“No!” Harry protested. “Of course I didn’t lie to Juliet. I wouldn’t have done that, Daniel. She knew. She and I agreed to do this.”
“Is that true, Juliet?” Daniel looked as if he was about to hit someone.
“Yes,” Juliet answered quickly. “He’s telling the truth. If you want to be angry at anyone, Daniel, you should be angry at me. It was my idea. I asked him to do it.”
“But why would you ask for such a thing?” Daniel demanded.
“Father was going to force me into a courtship with Lord Stickland,” Juliet explained. “I couldn’t let that happen. I couldn’t face it. I asked Harry to pretend to court me hoping that Lord Stickland would lose interest and that we could eventually end our courtship and I’d be free to find someone else. I know I shouldn’t have lied, but it was the only way I could think of to escape my predicament.”
“But why didn’t you tell me?” Daniel spluttered.
“What could you have done?” Juliet asked. “Do you really think you could have overruled Father’s wishes?”

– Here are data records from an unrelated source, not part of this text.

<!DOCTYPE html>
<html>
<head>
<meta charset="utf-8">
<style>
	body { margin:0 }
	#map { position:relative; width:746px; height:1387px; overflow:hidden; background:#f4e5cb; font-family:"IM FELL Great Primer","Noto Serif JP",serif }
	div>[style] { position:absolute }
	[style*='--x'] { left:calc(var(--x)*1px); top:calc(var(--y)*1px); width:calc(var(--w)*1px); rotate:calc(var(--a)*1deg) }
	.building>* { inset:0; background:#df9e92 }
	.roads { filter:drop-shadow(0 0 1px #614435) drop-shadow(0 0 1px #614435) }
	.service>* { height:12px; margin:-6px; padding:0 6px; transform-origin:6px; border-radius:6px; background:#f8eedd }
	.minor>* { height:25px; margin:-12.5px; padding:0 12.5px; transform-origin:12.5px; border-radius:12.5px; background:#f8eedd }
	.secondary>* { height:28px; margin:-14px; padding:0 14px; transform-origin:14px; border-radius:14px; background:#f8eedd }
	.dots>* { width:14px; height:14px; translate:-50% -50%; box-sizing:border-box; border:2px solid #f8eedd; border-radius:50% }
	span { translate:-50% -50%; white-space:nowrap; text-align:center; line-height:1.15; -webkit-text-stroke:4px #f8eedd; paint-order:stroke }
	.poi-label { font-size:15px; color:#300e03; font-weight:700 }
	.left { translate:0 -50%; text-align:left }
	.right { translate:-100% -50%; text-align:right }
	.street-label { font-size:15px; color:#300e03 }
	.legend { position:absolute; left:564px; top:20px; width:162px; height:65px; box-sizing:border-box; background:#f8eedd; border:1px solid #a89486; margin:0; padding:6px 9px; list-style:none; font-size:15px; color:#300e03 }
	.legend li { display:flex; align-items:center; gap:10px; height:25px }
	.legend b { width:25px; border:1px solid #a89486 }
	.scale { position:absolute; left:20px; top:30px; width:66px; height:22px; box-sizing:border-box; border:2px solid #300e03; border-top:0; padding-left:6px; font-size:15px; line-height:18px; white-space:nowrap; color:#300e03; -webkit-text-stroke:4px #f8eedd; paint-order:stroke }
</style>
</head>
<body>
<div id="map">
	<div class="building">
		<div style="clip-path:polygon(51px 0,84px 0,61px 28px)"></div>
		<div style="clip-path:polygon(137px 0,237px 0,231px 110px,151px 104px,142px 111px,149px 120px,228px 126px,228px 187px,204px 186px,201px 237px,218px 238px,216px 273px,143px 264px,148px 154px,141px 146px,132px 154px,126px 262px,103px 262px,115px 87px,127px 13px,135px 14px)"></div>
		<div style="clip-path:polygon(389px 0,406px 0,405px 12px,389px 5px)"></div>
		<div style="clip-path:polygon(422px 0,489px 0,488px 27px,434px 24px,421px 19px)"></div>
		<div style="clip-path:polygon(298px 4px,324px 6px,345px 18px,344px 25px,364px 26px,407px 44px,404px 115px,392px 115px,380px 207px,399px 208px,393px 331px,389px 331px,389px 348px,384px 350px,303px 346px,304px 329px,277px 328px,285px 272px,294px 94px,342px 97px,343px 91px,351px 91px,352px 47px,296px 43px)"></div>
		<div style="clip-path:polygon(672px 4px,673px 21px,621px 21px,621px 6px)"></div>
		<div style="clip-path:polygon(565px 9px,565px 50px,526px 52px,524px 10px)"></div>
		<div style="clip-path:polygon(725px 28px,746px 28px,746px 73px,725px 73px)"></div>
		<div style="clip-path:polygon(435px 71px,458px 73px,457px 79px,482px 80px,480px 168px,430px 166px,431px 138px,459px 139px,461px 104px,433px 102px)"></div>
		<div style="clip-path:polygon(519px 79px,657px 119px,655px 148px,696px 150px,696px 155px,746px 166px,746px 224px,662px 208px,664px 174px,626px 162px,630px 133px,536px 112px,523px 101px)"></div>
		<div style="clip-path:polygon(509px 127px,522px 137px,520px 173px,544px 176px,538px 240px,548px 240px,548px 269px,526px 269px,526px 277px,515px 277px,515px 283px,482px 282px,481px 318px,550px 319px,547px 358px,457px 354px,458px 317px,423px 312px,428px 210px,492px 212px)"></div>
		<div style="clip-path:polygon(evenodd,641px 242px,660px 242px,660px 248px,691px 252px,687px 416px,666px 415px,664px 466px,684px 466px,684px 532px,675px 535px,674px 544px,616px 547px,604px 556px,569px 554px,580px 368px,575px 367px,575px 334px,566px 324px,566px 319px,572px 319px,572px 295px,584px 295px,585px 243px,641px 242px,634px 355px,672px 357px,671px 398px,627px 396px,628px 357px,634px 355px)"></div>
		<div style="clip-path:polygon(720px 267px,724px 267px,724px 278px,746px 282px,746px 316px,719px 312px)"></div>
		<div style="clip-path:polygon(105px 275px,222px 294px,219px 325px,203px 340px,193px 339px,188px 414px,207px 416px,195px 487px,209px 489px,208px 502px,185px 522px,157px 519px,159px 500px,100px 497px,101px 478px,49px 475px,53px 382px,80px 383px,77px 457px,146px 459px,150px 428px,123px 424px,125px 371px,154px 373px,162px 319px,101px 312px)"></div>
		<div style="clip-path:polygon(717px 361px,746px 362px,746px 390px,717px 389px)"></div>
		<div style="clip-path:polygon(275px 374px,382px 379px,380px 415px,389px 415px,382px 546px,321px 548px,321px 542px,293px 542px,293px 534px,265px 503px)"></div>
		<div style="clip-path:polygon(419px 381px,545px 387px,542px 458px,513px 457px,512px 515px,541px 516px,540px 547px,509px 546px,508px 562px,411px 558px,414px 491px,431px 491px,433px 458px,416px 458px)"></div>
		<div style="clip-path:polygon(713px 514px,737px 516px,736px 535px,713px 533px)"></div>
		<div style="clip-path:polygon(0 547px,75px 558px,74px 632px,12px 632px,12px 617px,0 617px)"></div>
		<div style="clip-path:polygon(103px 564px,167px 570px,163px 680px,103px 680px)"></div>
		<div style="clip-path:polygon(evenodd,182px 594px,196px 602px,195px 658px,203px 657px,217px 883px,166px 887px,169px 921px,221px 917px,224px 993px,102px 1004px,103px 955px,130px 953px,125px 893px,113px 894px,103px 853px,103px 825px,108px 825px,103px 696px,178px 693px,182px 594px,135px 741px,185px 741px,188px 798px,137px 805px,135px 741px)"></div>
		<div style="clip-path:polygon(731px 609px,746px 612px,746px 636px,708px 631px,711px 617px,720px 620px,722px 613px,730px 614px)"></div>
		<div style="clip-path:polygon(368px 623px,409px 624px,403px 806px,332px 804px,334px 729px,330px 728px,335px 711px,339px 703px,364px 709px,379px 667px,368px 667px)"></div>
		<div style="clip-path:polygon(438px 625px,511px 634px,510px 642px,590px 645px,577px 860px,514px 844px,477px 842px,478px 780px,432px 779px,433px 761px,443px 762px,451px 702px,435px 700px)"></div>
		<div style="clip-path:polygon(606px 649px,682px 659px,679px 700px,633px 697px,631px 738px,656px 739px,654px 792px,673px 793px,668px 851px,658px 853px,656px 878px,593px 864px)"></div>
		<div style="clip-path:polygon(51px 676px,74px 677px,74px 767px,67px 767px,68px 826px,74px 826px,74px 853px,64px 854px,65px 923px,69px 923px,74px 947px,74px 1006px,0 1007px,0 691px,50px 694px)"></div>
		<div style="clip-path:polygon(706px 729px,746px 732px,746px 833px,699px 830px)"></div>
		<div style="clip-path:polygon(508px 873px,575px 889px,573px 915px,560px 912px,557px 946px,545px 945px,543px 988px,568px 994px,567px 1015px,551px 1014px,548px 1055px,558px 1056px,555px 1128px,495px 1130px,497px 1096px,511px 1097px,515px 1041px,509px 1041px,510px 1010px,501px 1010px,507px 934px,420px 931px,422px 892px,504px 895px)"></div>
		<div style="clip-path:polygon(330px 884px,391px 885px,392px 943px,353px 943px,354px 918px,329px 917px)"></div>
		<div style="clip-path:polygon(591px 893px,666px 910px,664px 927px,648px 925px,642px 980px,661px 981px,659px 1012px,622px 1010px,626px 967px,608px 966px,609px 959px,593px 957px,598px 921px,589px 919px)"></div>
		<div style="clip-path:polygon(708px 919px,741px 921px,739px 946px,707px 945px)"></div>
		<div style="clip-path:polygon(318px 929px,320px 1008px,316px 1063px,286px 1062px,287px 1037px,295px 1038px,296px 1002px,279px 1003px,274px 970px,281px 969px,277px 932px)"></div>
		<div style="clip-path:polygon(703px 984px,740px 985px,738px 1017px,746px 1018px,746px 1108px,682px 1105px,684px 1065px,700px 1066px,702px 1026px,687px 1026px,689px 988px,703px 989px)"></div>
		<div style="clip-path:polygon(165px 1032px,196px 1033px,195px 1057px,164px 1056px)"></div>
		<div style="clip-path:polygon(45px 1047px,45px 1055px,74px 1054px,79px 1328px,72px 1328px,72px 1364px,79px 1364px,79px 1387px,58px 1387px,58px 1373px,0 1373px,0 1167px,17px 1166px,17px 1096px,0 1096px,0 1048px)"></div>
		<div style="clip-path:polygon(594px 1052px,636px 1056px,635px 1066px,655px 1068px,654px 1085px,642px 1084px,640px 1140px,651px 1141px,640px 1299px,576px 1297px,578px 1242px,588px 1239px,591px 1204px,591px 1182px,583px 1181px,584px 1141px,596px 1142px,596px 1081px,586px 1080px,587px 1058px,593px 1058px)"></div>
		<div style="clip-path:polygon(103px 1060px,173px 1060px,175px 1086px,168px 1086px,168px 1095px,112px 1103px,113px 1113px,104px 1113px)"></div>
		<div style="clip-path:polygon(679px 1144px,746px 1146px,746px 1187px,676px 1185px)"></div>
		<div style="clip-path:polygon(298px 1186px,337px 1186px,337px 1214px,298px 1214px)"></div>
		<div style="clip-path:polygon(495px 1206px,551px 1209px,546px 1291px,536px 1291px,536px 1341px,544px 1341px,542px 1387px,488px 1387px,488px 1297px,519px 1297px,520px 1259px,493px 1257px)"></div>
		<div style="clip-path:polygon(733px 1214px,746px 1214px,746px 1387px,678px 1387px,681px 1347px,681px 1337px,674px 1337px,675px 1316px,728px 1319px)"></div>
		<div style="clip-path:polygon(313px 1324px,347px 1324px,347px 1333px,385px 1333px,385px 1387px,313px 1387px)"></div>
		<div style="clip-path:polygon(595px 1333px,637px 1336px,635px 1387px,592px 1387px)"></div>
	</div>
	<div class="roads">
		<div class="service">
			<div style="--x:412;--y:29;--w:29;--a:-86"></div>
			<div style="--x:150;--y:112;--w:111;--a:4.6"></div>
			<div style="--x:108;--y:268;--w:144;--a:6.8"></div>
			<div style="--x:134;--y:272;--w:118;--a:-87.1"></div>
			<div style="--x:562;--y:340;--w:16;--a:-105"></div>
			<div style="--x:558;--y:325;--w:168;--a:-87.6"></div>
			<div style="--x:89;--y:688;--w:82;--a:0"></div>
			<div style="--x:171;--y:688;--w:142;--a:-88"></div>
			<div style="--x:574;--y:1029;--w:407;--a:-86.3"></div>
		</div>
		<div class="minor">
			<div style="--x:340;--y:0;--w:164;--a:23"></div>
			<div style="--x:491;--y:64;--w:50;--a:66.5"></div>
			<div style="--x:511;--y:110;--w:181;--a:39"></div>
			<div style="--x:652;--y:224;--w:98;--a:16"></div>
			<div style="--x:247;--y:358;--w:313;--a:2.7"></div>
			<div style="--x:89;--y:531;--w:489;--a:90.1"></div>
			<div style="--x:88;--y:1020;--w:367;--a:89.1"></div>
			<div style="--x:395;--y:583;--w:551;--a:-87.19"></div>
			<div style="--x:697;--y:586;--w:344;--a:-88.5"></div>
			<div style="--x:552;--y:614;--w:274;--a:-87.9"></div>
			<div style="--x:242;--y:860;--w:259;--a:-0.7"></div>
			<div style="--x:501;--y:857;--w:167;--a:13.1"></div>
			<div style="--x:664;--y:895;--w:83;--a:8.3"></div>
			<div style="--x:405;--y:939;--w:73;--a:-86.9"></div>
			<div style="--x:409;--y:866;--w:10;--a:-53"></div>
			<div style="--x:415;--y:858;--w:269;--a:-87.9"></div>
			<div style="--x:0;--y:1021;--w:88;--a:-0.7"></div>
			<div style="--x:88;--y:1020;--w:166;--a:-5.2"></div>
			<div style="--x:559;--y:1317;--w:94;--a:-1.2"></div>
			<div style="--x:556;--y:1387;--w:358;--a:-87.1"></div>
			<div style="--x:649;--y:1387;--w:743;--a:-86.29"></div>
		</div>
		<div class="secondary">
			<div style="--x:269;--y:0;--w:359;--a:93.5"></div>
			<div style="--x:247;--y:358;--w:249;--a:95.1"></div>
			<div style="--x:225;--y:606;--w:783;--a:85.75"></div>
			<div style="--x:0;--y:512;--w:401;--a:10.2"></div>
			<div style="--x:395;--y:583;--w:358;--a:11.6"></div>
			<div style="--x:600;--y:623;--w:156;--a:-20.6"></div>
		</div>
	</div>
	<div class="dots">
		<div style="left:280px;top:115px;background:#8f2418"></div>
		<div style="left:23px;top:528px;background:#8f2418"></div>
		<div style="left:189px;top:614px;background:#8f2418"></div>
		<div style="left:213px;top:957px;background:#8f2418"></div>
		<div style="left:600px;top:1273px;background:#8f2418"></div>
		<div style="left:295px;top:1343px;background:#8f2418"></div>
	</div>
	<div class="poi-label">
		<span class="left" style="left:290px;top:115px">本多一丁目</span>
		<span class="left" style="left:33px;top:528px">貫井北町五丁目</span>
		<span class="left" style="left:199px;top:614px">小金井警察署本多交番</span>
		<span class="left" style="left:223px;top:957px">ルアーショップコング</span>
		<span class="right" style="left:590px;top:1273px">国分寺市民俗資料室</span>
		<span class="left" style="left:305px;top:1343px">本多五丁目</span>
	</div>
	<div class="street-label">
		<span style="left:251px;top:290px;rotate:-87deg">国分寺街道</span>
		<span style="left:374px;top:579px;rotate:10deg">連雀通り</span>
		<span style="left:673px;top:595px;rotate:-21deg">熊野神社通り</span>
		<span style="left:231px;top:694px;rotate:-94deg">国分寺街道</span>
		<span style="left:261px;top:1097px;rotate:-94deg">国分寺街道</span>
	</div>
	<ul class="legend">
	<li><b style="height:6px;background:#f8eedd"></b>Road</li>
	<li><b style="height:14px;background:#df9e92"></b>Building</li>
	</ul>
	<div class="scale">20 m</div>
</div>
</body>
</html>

“I certainly would have tried,” Daniel said. “Especially now that I see the sort of man Lord Stickland is. I would never just stand back and allow him to marry you.”
“No one else will have her now,” Lord Stickland scoffed. “Not once they find out that her courtship with the Duke was a sham, not once everyone knows that no one ever wanted her, and that was why she had to beg him to pretend that he was courting her.”
“I’d stop talking now if I were you,” Daniel warned. “You forget that I’ve caught you in a room alone with my sister preventing her from leaving. How do you think that’s going to look?”
“I was in here first,” Lord Stickland said matter-of-factly. “That’s all I’ll have to say. I was in the library and then she came in, and no one forced her to do that. She can’t deny it.”
“How dare you threaten her?” Harry hissed.
Daniel turned on Harry. “Don’t think I’m finished with you,” he snapped. “My sister may be defending what you did, but in my mind, there’s no excuse for it. I don’t see how you could allow her to risk her reputation that way.”
“He never loved her,” Lord Stickland went on. “What difference would it make to him if her reputation was tarnished? He’s never cared about her. Just look at how easy it was for him to leave her behind when he was finished with her. That should tell you all you need to know.”
“No,” Harry growled. “No, that isn’t right at all.”
He turned to Juliet. “You know how I feel about you,” he said. “But I’ll tell you again anyway. I’ll tell you as many times as you need to hear it. I love you. I’m in love with you.”
Juliet felt tears come to her eyes. “Please don’t,” she whispered. “I can’t bear to go through it all again.”
“I thought I had to leave you because of the curse. But, Juliet, everything has changed for me tonight.”
“What do you mean?”
“The curse,” Harry said. “It isn’t real.”
“I’ve always known that.”
“But now I know it too.”
Daniel’s jaw dropped. “I never thought of it that way,” he said. “But you’re right. This proves it.”
“I don’t understand.” Juliet frowned. “What’s changed?”
Harry glanced at Lord Stickland. “Perhaps we’d better discuss that later. But what matters is that every reason I had for distancing myself from you is now gone. I have no more desire to stay away from you. I know now that your life won’t be at risk if we’re together.”
“What are you saying?” Juliet asked.
She knew where she thought this was going, but she couldn’t afford to let herself hope again and be wrong.
“I’m saying that I love you and I want us to have something real,” Harry said. “A real courtship. More than that, if you’ll agree to it. I’d like to marry you, Juliet. I’d like to ask your father’s permission, but I want yours first.”
“Oh, youmustbe joking!” Lord Stickland exclaimed, but everyone ignored him.
Harry and Daniel had their eyes on Juliet, waiting for her answer.